## Problem to work on
Start at the line holding "rooms · 101 m²</p><p>Apartment</p></div></li>". Write out that line and each one after it to the end of the data, unchanged.

-- Provided records follows --

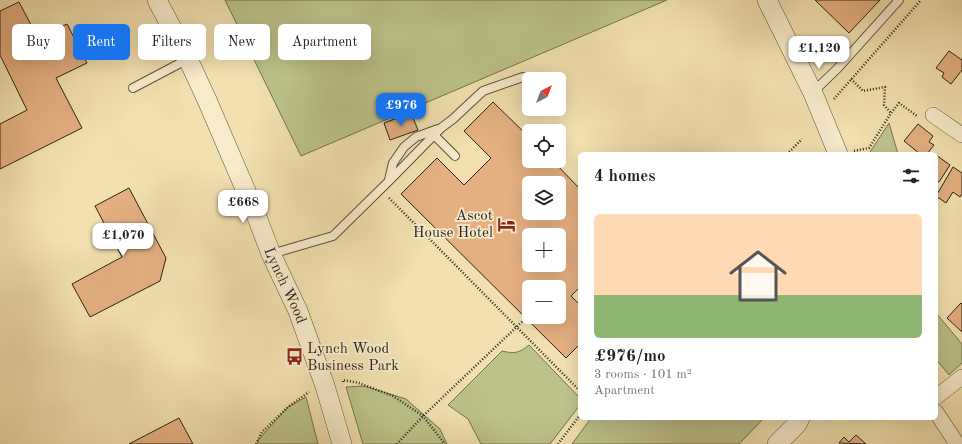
<!DOCTYPE html>
<meta charset="utf-8">
<style>
body{margin:0;font-family:"Old Standard TT",serif;background:#f2f2f2;color:#202124;height:100vh;display:flex;flex-direction:column;font-size:15px;white-space:nowrap}
*{box-sizing:border-box;margin:0}
p{font-size:13px;color:#757577}
.icon{flex:none;width:22px;height:22px;fill:none;stroke:currentColor;stroke-width:2;stroke-linecap:round;stroke-linejoin:round}
.map{position:relative;flex:1;overflow:hidden}
.side{position:absolute;left:578px;top:152px;width:360px;height:268px;display:flex;flex-direction:column;background:#fff;border-radius:6px;box-shadow:0 4px 16px #0002}
.side>*{flex:none}
.top-card{position:absolute;left:12px;top:24px;width:380px;height:36px;display:flex;gap:8px}
.needle{width:26px;rotate:42deg}
.tools{position:absolute;left:522px;top:72px;display:grid;gap:8px}
.tools a{display:grid;place-items:center;width:44px;height:44px;border-radius:6px;background:#fff;box-shadow:0 4px 16px #0002;font-size:20px}
.price{position:absolute;translate:-50% -34px;padding:0 9px;border-radius:8px;background:#fff;color:#222;font-size:13px;line-height:26px;filter:drop-shadow(0 1px 2px #0008)}
.price::after{content:'';position:absolute;left:50%;top:24px;width:12px;height:9px;margin-left:-6px;background:inherit;clip-path:polygon(0 0,100% 0,50% 100%)}
.price.on{background:#1a73e8;color:#fff}
ul{padding:0;list-style:none}
li{display:grid;align-content:center;gap:8px;height:212px;padding:0 16px}
li span{display:grid;place-items:center;height:124px;border-radius:6px;color:#555}
li>.icon{margin-inline-start:auto}
span .icon{width:72px;height:72px;fill:#fffc;stroke-width:1}
li b{font-size:17px}
h2{display:flex;justify-content:space-between;align-items:center;height:48px;padding:0 16px;font-size:17px}
.tag{padding:0 14px;border-radius:6px;background:#fff;box-shadow:0 4px 16px #0002;font-size:14px;line-height:36px}
.tag.on{background:#1a73e8;color:#fff}
.map>svg:first-child{display:block}
.green{fill:#bdc28a;stroke:#747251}
.building{fill:#e4b082;stroke:#2c2318;fill-rule:evenodd}
.lines{fill:none;stroke-linecap:round;stroke-linejoin:round}
.service-casing{stroke:#5e523e;stroke-width:10}
.minor-casing{stroke:#5e523e;stroke-width:16}
.tertiary-casing{stroke:#5e523e;stroke-width:20}
.path{stroke:#2c2318;stroke-width:2.5;stroke-dasharray:1 2;stroke-linecap:butt}
.service{stroke:#f7ebcc;stroke-width:8}
.minor{stroke:#f7ebcc;stroke-width:15}
.tertiary{stroke:#f7ebcc;stroke-width:19}
.labels{text-anchor:middle;stroke-width:3.5;stroke-linejoin:round;paint-order:stroke}
.poi-label{font-size:15px;fill:#2c2318;stroke:#f7ebcc;text-anchor:end}
.street-label{font-size:15px;fill:#2c2318;stroke:#f7ebcc}
</style>
<div class="map">
<svg width="962" height="444" viewBox="0 0 962 444">
<rect width="100%" height="100%" fill="#f2e0b0"/>
<filter id="stains"><feTurbulence type="fractalNoise" baseFrequency=".005" numOctaves="4"/><feColorMatrix values="0 0 0 0 .2 0 0 0 0 .09 0 0 0 0 .02 0 0 0 .5 -.17"/></filter>
<radialGradient id="worn" r=".72"><stop offset=".6" stop-color="#630" stop-opacity="0"/><stop offset="1" stop-color="#630" stop-opacity=".3"/></radialGradient>
<g class="green">
<polygon points="225,0 667,0 301,156"/>
<polygon points="889,123 898,154 871,154 870,152"/>
<polygon points="936,313 962,344 962,363 949,375 936,359"/>
<path d="M529 345 580 398V405L550 444H481L468 419 448 405 502 351C515 354 519 353 529 345Z"/>
<polygon points="364,386 406,399 440,429 447,444 363,444 346,387"/>
<polygon points="306,397 318,444 257,444 258,440 288,407"/>
<polygon points="591,418 764,418 739,444 572,444"/>
</g>
<g class="building">
<polygon points="815,0 880,0 849,33"/>
<polygon points="19,2 38,38 67,24 87,63 56,78 82,128 0,169 0,124 27,110 0,55 0,11"/>
<polygon points="949,51 962,60 962,70 951,84 942,77 944,73 936,68"/>
<path d="M493 102 529 137V161H553L580 189V287L571 296 580 305V344L566 358 401 194 437 158 464 185 491 158 464 131ZM529 183H559V213H529ZM529 235H559V265H529ZM529 287H559V317H529Z"/>
<polygon points="411,113 418,130 390,140 384,123"/>
<polygon points="918,124 933,136 929,142 934,145 927,154 920,154 904,141"/>
<polygon points="936,155 950,165 939,182 936,180"/>
<polygon points="953,167 962,173 962,194 960,197 953,192 946,203 936,196"/>
<polygon points="129,188 166,258 160,281 90,317 72,284 122,257 95,206"/>
<polygon points="961,303 962,304 962,332 947,318"/>
<polygon points="179,418 193,444 129,444"/>
<polygon points="856,435 866,444 839,443 844,437 849,442"/>
</g>
<g class="lines">
<defs>
<g id="service">
<polyline points="133,88 188,59"/>
<polyline points="813,92 837,69 899,0"/>
<polyline points="434,135 455,156"/>
<polyline points="389,180 393,163 404,147 416,137 438,129"/>
<polyline points="271,254 333,236 389,181 441,128 453,119 483,91 523,77"/>
</g>
<g id="minor">
<polyline points="933,115 962,135"/>
<polyline points="936,397 962,377"/>
<polyline points="936,412 957,444"/>
</g>
<g id="tertiary">
<path id="s1" d="M157 0 188 59 207 100 255 212 271 254 298 311 325 386 342 444"/>
<polyline points="767,0 813,93 838,154"/>
<polyline points="777,444 797,424 800,418"/>
</g>
</defs>
<use href="#service" class="service-casing"/>
<use href="#minor" class="minor-casing"/>
<use href="#tertiary" class="tertiary-casing"/>
<g class="path">
<polyline points="826,47 835,54"/>
<polyline points="851,79 863,91 885,87 884,105 891,113"/>
<polyline points="834,99 921,0"/>
<polyline points="854,151 869,148 891,113 899,103 917,116"/>
<polyline points="787,154 802,139"/>
<polyline points="389,198 580,391"/>
<polyline points="343,382 343,380 359,383 393,396 423,416 445,444"/>
<polyline points="256,444 262,432 288,407 309,392"/>
<polyline points="397,444 423,416 526,318"/>
<polyline points="558,444 580,415"/>
</g>
<use href="#service" class="service"/>
<use href="#minor" class="minor"/>
<use href="#tertiary" class="tertiary"/>
</g>
<defs>
<symbol id="hotel-bare" viewBox="-9 -9 18 18"><path d="M-6-4.5h1.5V1H6V5H4.5V3h-9V5H-6ZM-4 0a1.8 1.8 0 1 1 3.6 0ZM.5 0V-2.5h3Q6-2.5 6 0Z" fill="#8f2418" stroke="#f7ebcc" stroke-width="2.5" paint-order="stroke"/></symbol>
<symbol id="bus-bare" viewBox="-9 -9 18 18"><path d="M-5-6H5V4H4V6H2V4H-2V6H-4V4H-5ZM-3.5-4V0h7V-4ZM-3.5 1.2v1.5H-2V1.2ZM2 1.2v1.5H3.5V1.2Z" fill="#8f2418" stroke="#f7ebcc" stroke-width="2.5" paint-order="stroke"/></symbol>
</defs>
<g fill-rule="evenodd">
<use href="#hotel-bare" x="494" y="212" width="25" height="25"/>
<use href="#bus-bare" x="282" y="344" width="25" height="25"/>
</g>
<g class="labels">
<g class="poi-label">
<text x="493" y="220">Ascot<tspan x="493" dy="17">House Hotel</tspan></text>
<text x="307" y="353" text-anchor="start">Lynch Wood<tspan x="307" dy="17">Business Park</tspan></text>
</g>
<g class="street-label">
<text dy="5" stroke="none"><textPath href="#s1" startOffset="313">Lynch Wood</textPath></text>
</g>
</g>
<rect width="100%" height="100%" filter="url(#stains)"/>
<rect width="100%" height="100%" fill="url(#worn)"/>
</svg>
<div class="tools">
<a><svg class="needle" viewBox="-14 -14 28 28"><path d="M0-13l5 13h-10z" fill="#e53935"/><path d="M0 13l5-13h-10z" fill="#757577"/></svg></a>
<a><svg class="icon" aria-label="locate" viewBox="0 0 24 24"><circle cx="12" cy="12" r="6"/><path d="M12 2v4M12 18v4M2 12h4M18 12h4"/></svg></a>
<a><svg class="icon" aria-label="layers" viewBox="0 0 24 24"><path d="M12 4l9 5-9 5-9-5zM3 14l9 5 9-5"/></svg></a>
<a>+</a>
<a>−</a>
</div>
<b class="price" style="left:819px;top:70px">£1,120</b>
<b class="price on" style="left:401px;top:127px">£976</b>
<b class="price" style="left:243px;top:224px">£668</b>
<b class="price" style="left:123px;top:257px">£1,070</b>
<div class="top-card">
<a class="tag">Buy</a>
<a class="tag on">Rent</a>
<a class="tag">Filters</a>
<a class="tag">New</a>
<a class="tag">Apartment</a>
</div>
<section class="side">
<h2>4 homes<svg class="icon" aria-label="filters" viewBox="0 0 24 24"><path d="M4 7h16M4 17h16"/><circle cx="9" cy="7" r="2"/><circle cx="15" cy="17" r="2"/></svg></h2>
<ul>
<li><span style="background:linear-gradient(#ffd9b3 65%,#8fb573 0)"><svg class="icon" aria-label="home" viewBox="0 0 24 24"><path d="M3 11l9-7 9 7M6 9v11h12V9"/></svg></span><div><b>£976/mo</b><p>3 rooms · 101 m²</p><p>Apartment</p></div></li>
</ul>
</section>
</div>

-- Provided records concluded --

## Answer section
<li><span style="background:linear-gradient(#ffd9b3 65%,#8fb573 0)"><svg class="icon" aria-label="home" viewBox="0 0 24 24"><path d="M3 11l9-7 9 7M6 9v11h12V9"/></svg></span><div><b>£976/mo</b><p>3 rooms · 101 m²</p><p>Apartment</p></div></li>
</ul>
</section>
</div>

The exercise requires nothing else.